►
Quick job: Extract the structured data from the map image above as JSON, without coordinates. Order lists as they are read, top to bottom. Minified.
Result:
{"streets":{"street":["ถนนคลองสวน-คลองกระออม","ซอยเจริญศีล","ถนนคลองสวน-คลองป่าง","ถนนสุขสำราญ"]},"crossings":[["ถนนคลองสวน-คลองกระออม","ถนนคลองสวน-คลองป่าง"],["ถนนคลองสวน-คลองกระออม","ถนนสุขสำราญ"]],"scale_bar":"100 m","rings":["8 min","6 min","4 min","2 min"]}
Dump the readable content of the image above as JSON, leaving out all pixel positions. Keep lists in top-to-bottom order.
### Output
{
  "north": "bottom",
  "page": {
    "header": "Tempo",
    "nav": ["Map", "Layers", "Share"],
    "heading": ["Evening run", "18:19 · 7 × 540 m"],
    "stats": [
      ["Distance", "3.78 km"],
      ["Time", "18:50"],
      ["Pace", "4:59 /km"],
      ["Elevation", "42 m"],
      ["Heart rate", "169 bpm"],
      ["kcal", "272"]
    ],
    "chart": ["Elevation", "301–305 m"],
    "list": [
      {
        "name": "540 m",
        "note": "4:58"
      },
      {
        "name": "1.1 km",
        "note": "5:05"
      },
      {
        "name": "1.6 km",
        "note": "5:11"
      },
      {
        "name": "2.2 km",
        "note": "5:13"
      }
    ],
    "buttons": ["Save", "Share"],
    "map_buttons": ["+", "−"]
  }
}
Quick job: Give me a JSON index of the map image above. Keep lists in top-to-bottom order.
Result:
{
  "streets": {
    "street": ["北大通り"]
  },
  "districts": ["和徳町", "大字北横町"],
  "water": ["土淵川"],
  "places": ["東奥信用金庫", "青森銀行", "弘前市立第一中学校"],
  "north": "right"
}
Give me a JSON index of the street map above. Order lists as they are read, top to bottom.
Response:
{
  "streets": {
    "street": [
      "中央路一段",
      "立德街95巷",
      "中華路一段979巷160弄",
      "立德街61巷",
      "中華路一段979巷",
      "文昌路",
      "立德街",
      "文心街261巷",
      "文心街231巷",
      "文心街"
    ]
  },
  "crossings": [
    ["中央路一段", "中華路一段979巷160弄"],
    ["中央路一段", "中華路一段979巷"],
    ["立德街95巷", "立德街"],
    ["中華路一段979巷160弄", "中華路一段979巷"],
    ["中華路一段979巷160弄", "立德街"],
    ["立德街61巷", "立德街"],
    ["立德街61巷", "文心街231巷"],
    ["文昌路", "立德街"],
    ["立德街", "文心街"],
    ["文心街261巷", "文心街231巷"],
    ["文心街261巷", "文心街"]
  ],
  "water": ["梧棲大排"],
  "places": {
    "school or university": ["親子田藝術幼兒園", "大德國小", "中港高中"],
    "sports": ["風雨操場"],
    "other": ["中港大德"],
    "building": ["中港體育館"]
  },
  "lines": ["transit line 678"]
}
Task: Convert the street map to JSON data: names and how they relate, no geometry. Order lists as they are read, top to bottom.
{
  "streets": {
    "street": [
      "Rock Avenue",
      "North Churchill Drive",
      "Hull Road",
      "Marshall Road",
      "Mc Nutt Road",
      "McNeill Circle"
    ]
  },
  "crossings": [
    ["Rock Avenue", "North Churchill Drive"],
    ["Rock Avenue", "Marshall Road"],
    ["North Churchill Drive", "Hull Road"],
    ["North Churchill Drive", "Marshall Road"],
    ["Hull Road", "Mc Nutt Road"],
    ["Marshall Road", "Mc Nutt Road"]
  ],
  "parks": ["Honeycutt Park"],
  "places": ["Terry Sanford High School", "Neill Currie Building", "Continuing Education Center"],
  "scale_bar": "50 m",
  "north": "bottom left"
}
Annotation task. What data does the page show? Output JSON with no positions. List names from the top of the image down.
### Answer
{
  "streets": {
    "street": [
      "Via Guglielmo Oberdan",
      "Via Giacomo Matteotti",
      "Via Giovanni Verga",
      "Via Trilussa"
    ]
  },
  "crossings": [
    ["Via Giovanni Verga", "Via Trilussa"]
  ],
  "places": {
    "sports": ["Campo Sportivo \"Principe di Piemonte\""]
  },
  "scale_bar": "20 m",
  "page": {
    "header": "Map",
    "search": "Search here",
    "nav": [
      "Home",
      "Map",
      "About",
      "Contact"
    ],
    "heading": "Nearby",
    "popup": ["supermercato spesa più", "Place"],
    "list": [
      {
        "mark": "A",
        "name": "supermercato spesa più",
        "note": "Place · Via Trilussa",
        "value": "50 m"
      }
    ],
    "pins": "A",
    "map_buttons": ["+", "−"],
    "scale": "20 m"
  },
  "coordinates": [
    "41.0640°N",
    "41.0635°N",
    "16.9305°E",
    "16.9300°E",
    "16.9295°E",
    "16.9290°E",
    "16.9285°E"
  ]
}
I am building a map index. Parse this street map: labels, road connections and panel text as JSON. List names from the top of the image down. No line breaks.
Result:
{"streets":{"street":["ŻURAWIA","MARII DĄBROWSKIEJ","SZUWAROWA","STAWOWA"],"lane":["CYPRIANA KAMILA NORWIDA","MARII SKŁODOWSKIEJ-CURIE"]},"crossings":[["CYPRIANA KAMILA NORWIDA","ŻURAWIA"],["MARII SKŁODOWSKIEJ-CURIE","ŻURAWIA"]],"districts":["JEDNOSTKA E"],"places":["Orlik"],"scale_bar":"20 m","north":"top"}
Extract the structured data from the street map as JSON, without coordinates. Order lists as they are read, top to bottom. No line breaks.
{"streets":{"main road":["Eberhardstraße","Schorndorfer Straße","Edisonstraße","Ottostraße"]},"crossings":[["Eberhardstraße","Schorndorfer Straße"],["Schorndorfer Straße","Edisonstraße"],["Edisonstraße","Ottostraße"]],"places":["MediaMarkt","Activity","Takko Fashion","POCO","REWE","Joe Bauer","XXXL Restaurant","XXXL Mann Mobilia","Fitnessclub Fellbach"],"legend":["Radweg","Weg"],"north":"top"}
◄
Exercise description =
Once a line of the records is found to contain "positions", copy it out.

Response area =
Dump the readable content of the image above as JSON, leaving out all pixel positions. Keep lists in top-to-bottom order.
Annotation task. What data does the page show? Output JSON with no positions. List names from the top of the image down.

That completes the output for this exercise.